Look through the records below for the line holding "position:relative; width:1868px; height:1003px;". Write it out exactly, with each following line through the line holding "position:absolute; left:28px; top:905px;".
+-------+
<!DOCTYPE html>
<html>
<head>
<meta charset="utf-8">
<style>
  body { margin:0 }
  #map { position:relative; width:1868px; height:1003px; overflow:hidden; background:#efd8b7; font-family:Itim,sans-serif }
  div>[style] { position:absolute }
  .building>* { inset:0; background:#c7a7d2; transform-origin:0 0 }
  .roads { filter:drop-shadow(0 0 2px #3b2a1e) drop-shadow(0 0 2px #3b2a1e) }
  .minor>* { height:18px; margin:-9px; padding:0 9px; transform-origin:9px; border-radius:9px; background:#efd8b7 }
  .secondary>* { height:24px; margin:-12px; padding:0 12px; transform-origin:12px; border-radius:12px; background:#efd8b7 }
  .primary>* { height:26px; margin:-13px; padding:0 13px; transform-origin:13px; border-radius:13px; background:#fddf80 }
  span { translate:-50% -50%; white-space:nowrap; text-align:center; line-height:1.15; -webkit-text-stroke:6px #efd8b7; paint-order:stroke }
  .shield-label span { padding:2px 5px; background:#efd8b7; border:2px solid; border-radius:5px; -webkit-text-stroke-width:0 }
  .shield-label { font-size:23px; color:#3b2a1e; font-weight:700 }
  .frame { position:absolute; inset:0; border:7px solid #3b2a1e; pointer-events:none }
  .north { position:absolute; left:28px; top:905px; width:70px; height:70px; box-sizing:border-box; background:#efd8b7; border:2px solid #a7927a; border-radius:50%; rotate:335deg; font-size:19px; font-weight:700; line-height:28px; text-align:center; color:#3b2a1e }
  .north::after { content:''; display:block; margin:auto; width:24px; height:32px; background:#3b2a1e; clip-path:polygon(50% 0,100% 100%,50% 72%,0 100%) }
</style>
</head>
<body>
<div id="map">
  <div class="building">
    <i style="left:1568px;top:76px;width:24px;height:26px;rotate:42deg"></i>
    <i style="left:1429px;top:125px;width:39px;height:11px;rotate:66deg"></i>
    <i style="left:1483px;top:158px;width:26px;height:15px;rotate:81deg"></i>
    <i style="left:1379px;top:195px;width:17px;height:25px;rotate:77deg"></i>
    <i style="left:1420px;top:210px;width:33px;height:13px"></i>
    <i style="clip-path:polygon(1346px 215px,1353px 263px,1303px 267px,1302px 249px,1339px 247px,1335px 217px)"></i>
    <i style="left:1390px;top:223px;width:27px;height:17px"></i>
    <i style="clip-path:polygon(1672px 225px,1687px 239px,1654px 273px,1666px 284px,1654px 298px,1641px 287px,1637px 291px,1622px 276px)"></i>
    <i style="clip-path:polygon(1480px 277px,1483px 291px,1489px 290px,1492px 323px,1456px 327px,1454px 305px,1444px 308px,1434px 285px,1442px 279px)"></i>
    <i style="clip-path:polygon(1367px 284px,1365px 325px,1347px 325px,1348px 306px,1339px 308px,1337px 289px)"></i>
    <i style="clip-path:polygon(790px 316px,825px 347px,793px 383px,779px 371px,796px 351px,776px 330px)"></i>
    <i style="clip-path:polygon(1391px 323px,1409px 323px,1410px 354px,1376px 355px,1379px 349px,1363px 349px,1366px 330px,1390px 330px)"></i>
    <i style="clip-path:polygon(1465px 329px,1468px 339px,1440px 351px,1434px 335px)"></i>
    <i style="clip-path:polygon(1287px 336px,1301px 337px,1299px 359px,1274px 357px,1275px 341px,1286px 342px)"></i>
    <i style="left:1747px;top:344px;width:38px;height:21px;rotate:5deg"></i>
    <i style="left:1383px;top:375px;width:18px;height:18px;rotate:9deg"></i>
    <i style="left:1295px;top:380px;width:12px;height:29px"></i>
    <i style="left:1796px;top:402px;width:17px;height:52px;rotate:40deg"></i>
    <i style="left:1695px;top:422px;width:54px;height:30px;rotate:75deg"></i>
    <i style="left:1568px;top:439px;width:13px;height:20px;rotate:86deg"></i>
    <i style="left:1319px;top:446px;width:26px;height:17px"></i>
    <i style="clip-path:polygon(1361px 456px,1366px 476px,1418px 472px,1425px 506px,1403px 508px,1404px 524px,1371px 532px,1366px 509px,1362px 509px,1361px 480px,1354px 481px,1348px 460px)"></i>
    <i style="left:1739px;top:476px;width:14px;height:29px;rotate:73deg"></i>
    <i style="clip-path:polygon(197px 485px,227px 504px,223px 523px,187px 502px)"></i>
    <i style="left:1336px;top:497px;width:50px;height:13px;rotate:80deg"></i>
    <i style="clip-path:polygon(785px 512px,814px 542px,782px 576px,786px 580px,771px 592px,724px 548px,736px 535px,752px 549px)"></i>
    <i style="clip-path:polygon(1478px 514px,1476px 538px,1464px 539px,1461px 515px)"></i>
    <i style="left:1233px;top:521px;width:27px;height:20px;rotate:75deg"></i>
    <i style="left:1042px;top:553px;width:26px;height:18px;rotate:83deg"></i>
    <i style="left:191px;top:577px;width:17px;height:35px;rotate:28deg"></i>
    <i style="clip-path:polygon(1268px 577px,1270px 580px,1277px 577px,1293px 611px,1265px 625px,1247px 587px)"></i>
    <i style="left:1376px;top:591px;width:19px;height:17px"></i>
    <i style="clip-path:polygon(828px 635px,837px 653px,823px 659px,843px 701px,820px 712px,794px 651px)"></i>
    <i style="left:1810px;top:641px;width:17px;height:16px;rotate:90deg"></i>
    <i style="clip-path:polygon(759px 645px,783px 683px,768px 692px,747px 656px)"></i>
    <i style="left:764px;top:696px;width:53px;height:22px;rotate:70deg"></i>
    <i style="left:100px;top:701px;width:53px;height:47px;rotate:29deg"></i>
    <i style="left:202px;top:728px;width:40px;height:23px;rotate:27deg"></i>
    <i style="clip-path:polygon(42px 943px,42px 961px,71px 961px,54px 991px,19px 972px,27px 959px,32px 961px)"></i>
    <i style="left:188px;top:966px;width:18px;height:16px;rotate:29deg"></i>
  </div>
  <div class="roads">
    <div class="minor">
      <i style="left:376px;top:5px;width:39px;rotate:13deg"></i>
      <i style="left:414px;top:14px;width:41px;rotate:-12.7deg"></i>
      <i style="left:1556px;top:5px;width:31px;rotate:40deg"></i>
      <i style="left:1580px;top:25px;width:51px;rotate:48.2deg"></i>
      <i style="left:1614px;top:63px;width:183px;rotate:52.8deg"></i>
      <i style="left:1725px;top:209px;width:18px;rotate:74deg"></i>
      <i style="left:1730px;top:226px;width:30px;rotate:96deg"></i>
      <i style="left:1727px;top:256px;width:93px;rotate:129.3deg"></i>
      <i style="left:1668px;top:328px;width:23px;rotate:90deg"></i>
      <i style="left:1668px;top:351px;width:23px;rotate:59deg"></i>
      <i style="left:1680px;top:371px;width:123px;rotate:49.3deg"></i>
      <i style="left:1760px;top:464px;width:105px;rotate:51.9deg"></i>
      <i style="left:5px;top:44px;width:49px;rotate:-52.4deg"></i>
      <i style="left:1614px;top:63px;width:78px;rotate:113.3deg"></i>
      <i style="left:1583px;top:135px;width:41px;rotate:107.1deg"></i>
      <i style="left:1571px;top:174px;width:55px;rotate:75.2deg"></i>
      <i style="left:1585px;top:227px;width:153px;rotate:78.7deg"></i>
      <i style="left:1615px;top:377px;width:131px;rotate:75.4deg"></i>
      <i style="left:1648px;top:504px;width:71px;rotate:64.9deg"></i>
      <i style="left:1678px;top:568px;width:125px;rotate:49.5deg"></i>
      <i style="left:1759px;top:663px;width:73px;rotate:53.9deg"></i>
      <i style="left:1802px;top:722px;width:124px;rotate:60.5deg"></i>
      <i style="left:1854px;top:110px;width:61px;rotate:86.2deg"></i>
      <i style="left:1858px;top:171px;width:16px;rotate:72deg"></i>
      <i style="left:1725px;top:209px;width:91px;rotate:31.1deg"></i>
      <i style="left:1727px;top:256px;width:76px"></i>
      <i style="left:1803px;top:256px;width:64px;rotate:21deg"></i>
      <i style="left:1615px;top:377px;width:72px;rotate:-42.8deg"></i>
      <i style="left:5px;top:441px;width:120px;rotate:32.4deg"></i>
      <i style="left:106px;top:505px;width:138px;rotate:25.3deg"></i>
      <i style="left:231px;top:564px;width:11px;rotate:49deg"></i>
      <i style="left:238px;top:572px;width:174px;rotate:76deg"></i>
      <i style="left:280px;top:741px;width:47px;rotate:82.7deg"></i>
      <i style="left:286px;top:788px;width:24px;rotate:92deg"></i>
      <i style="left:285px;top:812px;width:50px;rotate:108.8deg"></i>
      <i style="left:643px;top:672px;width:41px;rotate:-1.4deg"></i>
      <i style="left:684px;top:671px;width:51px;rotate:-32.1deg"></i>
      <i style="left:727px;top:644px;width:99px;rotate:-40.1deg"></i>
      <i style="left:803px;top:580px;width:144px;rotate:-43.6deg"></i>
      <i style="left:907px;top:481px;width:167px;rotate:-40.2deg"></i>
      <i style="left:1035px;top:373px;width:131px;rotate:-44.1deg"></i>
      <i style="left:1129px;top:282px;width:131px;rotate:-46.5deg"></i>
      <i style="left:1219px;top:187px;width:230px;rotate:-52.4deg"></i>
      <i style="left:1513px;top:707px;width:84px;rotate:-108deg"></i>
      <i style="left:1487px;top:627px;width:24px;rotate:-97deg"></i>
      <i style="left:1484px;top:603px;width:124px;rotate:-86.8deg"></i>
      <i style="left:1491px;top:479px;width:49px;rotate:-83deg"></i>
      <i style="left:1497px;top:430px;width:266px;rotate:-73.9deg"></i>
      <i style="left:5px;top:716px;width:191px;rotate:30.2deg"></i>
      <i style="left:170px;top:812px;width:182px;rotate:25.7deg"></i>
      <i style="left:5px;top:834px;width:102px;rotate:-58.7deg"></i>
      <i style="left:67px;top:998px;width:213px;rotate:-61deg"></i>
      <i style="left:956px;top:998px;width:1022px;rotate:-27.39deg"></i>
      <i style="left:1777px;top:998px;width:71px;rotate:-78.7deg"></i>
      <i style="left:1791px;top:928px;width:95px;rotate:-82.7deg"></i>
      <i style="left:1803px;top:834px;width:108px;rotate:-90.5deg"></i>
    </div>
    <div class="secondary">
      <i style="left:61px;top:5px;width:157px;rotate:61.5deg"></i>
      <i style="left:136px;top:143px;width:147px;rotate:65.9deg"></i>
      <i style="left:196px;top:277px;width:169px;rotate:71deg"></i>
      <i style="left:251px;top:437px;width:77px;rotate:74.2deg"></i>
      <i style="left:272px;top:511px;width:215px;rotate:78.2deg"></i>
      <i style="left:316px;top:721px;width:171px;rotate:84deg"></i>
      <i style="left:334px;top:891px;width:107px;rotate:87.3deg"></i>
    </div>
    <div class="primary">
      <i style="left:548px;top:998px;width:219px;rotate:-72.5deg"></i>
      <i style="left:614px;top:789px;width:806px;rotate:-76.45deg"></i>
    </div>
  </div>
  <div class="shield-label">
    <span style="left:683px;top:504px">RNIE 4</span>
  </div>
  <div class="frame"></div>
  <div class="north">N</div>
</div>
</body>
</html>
+-------+
RESPONSE AREA:
  #map { position:relative; width:1868px; height:1003px; overflow:hidden; background:#efd8b7; font-family:Itim,sans-serif }
  div>[style] { position:absolute }
  .building>* { inset:0; background:#c7a7d2; transform-origin:0 0 }
  .roads { filter:drop-shadow(0 0 2px #3b2a1e) drop-shadow(0 0 2px #3b2a1e) }
  .minor>* { height:18px; margin:-9px; padding:0 9px; transform-origin:9px; border-radius:9px; background:#efd8b7 }
  .secondary>* { height:24px; margin:-12px; padding:0 12px; transform-origin:12px; border-radius:12px; background:#efd8b7 }
  .primary>* { height:26px; margin:-13px; padding:0 13px; transform-origin:13px; border-radius:13px; background:#fddf80 }
  span { translate:-50% -50%; white-space:nowrap; text-align:center; line-height:1.15; -webkit-text-stroke:6px #efd8b7; paint-order:stroke }
  .shield-label span { padding:2px 5px; background:#efd8b7; border:2px solid; border-radius:5px; -webkit-text-stroke-width:0 }
  .shield-label { font-size:23px; color:#3b2a1e; font-weight:700 }
  .frame { position:absolute; inset:0; border:7px solid #3b2a1e; pointer-events:none }
  .north { position:absolute; left:28px; top:905px; width:70px; height:70px; box-sizing:border-box; background:#efd8b7; border:2px solid #a7927a; border-radius:50%; rotate:335deg; font-size:19px; font-weight:700; line-height:28px; text-align:center; color:#3b2a1e }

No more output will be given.